**WHAT YOU WILL DO:**
Pull every line containing "lists" out of the material below.

**RECORDS FOR THE EXERCISE:**
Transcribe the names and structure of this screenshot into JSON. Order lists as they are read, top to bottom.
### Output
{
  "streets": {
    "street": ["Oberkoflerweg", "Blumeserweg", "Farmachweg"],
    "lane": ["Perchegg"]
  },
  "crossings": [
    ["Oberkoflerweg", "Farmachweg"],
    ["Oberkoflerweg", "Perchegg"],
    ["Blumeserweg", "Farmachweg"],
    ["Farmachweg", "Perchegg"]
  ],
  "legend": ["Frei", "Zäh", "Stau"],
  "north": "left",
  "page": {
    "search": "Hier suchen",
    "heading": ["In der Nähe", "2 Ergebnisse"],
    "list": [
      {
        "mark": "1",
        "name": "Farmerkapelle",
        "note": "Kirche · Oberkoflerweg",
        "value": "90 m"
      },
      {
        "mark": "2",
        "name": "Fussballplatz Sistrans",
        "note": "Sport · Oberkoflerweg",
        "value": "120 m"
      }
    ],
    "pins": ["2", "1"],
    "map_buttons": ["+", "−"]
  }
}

---

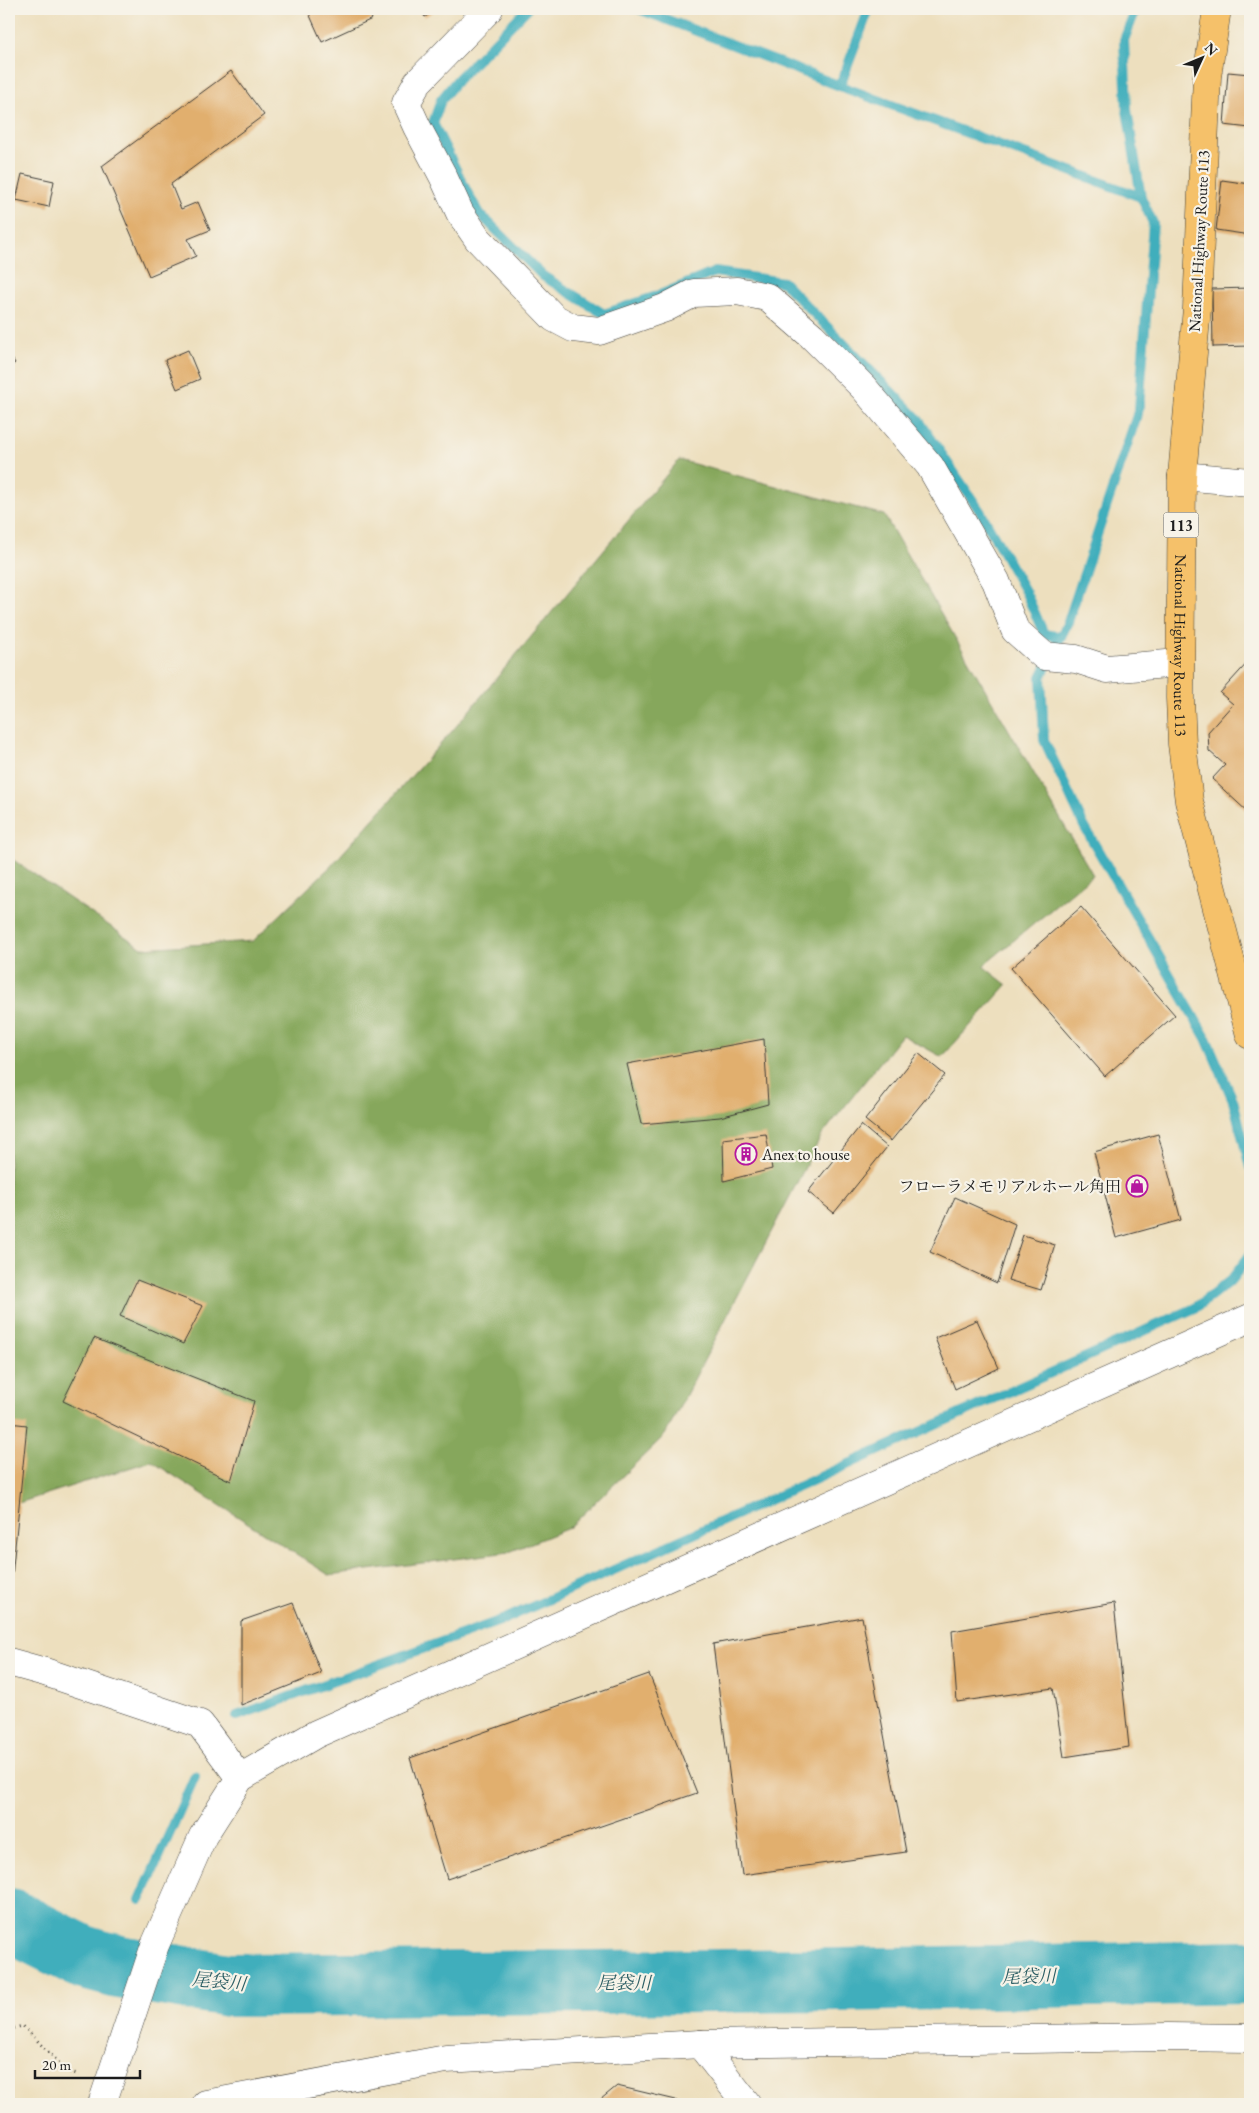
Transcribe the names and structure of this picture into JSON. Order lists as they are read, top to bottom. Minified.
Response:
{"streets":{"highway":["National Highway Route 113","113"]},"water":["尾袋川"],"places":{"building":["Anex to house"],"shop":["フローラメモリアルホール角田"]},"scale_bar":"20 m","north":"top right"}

* * *

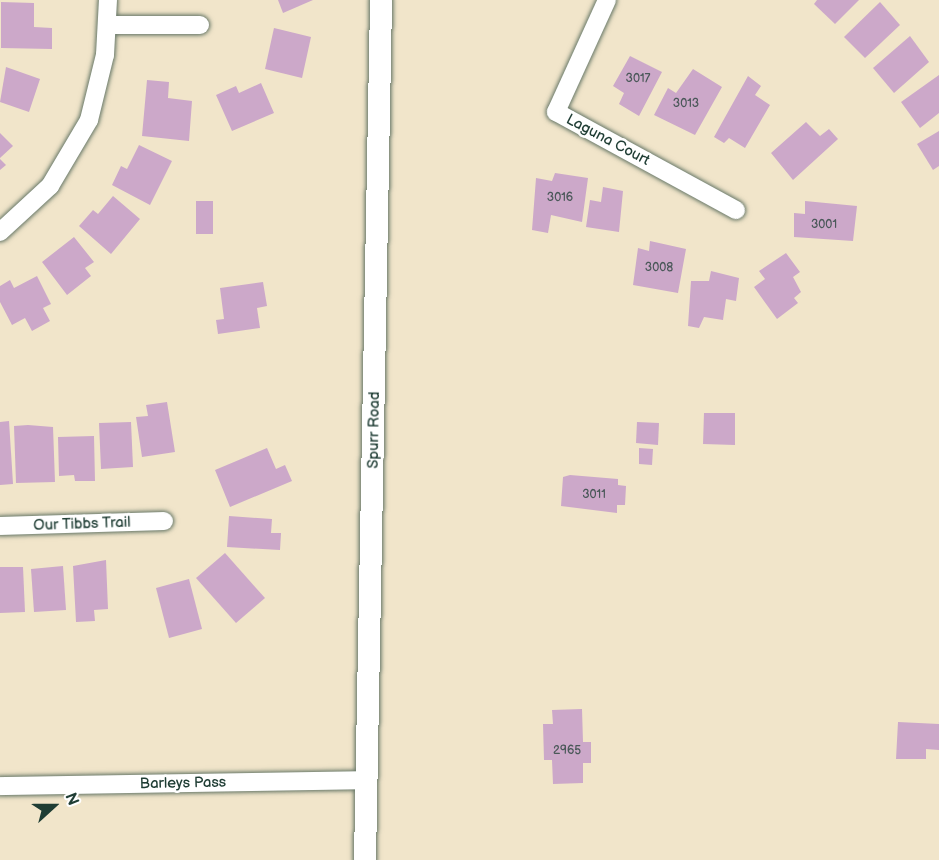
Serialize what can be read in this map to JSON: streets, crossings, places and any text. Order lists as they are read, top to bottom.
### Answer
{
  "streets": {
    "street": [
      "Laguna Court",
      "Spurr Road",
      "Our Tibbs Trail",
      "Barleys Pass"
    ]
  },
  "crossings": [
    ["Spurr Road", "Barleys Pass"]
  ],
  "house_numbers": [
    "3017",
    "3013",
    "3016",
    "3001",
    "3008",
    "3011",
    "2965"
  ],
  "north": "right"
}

**TASK RESPONSE:**
Transcribe the names and structure of this screenshot into JSON. Order lists as they are read, top to bottom.
Transcribe the names and structure of this picture into JSON. Order lists as they are read, top to bottom. Minified.
Serialize what can be read in this map to JSON: streets, crossings, places and any text. Order lists as they are read, top to bottom.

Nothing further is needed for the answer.